Second, there has been some change in the format of instruction.  Prof. Hinrichs has begun to record short lectures which the students can watch ahead of time.  These, along with the required readings, allow them to compose one paragraph responses to discussion questions on a class bulletin board.  Finally, during the regular lecture times there is a live Zoom meeting.  This provides the students an opportunity to ask questions, additional lecture material is presented, and discussions questions are posed.
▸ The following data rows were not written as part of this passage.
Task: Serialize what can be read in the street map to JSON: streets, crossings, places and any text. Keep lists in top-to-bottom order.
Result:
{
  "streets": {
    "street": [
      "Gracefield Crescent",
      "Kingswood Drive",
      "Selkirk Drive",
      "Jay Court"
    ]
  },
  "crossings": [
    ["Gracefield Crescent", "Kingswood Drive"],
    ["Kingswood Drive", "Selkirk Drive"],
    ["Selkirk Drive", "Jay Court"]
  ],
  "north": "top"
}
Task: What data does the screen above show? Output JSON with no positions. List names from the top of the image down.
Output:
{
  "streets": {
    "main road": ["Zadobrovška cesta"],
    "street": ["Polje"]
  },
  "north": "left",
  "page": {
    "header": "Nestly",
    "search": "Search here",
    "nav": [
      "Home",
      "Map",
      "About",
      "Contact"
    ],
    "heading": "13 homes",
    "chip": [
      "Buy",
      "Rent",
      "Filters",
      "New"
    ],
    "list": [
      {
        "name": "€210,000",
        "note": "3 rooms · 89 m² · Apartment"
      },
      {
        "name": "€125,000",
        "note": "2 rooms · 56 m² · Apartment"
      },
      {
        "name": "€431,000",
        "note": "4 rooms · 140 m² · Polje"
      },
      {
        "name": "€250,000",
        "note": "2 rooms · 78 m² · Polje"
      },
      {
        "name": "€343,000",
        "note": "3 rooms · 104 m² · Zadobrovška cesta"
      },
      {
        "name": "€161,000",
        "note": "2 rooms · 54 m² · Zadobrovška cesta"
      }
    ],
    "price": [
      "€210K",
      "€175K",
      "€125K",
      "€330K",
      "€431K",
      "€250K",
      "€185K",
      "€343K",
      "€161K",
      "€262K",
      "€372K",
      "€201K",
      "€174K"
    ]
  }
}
It will be interesting to see how things evolve going forward.  The workload for the students seemed heavy this week, so it is possible that things will be simplified as the instructor determines which of the on-line teaching tools are doing the best job of reaching the students.  Still, it is clear that you can facilitate a pretty decent group discussion through Zoom (albeit with a delay as people mute and unmute their microphones).

 

Unit IV: Modernization and the Globalization of Practice

The readings for this week introduced a new unit focused on the late 19th and 20th century modernization of the East Asian martial arts.  At this point the syllabus has slipped back into its familiar pattern of juxtaposing events in Japan and China on opposite weeks.

This unit asks students to consider the following questions:

  1. In what ways do processes of modernization differ from the historical transformations that we examined for earlier periods?
  2. Until recently, globalization has usually been thought of only in terms of the spread of European and American culture to other countries. East Asian martial arts, however, have a long history of migrating the other direction. What are the historical dynamics of the spread of East Asian martial arts to other parts of the world?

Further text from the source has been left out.